§ **Input for this task**:
* * * * * * *
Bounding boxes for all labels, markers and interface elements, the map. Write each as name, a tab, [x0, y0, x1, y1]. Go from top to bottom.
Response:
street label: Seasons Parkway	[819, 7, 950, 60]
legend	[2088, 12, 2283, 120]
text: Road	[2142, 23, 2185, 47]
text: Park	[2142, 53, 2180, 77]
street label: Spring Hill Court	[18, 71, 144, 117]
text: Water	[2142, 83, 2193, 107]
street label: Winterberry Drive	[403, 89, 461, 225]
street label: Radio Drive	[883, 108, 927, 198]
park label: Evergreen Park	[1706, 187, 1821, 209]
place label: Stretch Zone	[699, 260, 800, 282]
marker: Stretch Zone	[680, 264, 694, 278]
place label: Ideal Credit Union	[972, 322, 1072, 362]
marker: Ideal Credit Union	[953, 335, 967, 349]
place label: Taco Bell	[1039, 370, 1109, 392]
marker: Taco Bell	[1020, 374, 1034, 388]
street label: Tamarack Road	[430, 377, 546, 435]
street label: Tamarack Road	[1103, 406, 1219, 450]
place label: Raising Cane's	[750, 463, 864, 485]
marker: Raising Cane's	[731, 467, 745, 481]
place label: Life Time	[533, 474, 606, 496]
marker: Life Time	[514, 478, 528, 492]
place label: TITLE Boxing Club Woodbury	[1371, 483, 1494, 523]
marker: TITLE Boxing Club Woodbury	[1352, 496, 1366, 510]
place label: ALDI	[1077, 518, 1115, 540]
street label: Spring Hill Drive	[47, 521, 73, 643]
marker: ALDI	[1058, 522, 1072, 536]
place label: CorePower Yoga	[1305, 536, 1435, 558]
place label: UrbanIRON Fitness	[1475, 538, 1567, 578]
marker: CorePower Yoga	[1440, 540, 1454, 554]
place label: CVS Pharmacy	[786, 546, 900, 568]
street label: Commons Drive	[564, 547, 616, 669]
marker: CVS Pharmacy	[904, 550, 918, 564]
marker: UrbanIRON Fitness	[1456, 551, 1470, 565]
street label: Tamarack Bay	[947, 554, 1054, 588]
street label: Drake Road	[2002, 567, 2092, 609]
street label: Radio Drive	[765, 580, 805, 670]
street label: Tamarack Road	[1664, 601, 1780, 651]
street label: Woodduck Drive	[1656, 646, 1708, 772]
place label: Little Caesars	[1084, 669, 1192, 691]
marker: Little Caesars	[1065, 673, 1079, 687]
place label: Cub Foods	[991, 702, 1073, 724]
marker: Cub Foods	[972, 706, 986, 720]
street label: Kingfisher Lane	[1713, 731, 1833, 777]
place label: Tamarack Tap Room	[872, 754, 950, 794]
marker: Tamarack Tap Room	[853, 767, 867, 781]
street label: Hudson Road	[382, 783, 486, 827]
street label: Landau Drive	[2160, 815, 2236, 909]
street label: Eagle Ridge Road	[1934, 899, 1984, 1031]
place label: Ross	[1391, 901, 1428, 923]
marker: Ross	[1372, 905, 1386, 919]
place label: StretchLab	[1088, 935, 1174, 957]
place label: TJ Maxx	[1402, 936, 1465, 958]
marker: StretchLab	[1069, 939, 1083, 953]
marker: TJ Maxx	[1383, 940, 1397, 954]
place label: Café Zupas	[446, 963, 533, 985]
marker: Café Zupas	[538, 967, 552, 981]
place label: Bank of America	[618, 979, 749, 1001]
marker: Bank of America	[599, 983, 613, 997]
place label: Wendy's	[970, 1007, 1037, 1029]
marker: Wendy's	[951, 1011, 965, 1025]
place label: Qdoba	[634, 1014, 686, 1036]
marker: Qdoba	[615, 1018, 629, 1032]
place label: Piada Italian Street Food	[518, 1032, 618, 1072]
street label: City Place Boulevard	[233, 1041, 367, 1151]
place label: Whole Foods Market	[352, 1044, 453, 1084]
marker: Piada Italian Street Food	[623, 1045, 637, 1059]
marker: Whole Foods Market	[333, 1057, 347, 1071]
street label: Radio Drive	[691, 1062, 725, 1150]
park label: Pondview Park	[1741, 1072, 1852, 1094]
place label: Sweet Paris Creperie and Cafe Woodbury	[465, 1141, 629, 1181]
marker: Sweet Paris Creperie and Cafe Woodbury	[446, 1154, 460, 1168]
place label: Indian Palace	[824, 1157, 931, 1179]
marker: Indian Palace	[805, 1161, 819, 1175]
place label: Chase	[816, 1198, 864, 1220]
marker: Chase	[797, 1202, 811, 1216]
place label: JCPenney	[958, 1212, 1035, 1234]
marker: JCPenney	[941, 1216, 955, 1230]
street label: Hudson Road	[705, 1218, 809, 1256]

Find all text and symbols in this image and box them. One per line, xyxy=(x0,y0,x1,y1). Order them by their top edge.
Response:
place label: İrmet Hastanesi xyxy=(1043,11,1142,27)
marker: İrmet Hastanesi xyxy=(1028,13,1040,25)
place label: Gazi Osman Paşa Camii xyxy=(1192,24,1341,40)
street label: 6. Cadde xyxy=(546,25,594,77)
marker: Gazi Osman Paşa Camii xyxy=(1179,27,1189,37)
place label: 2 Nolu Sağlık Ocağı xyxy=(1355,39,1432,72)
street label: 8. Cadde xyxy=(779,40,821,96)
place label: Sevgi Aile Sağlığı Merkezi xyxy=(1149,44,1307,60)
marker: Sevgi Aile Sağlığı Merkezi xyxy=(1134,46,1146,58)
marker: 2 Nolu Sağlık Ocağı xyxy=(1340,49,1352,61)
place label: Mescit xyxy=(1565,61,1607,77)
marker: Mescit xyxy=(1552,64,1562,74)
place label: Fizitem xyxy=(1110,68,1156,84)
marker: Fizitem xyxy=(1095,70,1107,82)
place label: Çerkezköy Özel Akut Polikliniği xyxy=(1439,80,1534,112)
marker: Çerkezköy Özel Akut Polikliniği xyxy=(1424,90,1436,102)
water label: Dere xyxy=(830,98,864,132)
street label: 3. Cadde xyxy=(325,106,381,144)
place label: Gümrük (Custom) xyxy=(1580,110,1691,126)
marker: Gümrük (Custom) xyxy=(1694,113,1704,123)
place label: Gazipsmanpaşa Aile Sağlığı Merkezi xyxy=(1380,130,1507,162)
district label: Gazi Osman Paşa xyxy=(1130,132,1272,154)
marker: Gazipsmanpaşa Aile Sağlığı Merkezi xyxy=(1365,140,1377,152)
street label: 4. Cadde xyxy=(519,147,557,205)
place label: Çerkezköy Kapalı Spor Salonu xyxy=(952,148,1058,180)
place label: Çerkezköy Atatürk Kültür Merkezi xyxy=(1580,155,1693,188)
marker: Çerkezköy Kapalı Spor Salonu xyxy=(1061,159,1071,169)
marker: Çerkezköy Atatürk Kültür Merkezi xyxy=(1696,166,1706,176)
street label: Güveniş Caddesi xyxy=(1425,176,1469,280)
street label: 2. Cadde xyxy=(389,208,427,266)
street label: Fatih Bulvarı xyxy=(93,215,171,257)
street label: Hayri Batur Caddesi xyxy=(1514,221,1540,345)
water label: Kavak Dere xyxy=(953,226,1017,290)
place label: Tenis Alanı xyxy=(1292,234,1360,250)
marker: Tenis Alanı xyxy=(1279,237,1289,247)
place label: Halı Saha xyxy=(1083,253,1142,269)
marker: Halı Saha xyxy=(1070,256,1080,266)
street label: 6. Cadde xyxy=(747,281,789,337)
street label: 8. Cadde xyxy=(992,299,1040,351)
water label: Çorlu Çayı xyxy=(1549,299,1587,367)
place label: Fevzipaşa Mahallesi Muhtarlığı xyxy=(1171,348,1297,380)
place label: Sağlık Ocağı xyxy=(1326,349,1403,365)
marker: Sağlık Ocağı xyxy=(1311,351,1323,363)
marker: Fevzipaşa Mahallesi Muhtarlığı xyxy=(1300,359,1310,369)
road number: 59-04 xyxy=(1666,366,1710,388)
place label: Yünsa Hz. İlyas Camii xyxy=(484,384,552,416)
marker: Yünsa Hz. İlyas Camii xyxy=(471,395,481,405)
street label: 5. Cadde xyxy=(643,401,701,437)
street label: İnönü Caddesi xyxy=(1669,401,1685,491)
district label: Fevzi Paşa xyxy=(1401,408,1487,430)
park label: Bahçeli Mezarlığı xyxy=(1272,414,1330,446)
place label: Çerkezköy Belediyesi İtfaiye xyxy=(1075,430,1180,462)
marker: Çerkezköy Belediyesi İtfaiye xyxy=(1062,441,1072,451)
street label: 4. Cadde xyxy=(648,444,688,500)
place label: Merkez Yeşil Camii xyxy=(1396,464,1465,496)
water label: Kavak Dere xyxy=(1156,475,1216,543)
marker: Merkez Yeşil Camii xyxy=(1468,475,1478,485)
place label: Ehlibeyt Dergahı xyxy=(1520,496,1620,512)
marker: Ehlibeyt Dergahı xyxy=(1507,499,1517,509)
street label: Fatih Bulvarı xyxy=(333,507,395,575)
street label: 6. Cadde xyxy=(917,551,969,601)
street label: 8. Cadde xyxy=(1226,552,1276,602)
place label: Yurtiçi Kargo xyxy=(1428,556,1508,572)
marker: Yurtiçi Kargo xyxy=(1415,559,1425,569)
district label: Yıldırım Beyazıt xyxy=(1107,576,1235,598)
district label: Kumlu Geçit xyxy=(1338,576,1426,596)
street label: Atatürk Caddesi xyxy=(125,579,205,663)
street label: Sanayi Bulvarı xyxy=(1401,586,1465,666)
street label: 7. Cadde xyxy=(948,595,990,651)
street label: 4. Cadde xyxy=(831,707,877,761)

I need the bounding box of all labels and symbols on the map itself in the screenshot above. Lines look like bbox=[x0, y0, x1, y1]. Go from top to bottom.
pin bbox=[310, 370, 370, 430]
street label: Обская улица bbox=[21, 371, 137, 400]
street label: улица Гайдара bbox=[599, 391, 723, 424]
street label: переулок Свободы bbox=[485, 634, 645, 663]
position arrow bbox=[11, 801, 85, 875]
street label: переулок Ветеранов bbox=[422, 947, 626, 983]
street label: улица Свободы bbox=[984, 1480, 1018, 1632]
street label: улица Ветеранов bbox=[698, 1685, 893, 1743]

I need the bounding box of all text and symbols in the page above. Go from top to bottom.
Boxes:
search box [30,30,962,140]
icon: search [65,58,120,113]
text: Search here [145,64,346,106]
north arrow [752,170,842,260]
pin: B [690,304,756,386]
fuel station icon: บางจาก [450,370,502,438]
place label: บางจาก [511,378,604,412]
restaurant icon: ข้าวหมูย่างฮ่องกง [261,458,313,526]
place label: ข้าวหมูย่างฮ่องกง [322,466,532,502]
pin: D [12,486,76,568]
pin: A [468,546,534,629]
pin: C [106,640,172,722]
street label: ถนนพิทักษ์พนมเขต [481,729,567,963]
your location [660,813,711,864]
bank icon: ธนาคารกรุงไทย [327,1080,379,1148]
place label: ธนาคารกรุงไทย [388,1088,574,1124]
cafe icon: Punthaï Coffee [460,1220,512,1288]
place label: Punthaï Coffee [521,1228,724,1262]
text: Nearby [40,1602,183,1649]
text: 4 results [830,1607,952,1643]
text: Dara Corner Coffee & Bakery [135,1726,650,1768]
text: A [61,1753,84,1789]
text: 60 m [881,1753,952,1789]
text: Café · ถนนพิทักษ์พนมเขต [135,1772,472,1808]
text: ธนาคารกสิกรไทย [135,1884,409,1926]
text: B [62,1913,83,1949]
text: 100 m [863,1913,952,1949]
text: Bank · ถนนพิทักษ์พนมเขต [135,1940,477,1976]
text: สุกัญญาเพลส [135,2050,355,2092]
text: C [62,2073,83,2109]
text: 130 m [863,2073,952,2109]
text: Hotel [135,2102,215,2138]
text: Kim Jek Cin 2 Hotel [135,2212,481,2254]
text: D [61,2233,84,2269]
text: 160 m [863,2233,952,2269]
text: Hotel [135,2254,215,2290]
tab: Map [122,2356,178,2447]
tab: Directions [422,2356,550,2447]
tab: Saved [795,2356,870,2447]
* * * * * * *
Find the word "Aile" in the data and show each line that holds it.

place label: Sevgi Aile Sağlığı Merkezi xyxy=(1149,44,1307,60)
marker: Sevgi Aile Sağlığı Merkezi xyxy=(1134,46,1146,58)
place label: Gazipsmanpaşa Aile Sağlığı Merkezi xyxy=(1380,130,1507,162)
marker: Gazipsmanpaşa Aile Sağlığı Merkezi xyxy=(1365,140,1377,152)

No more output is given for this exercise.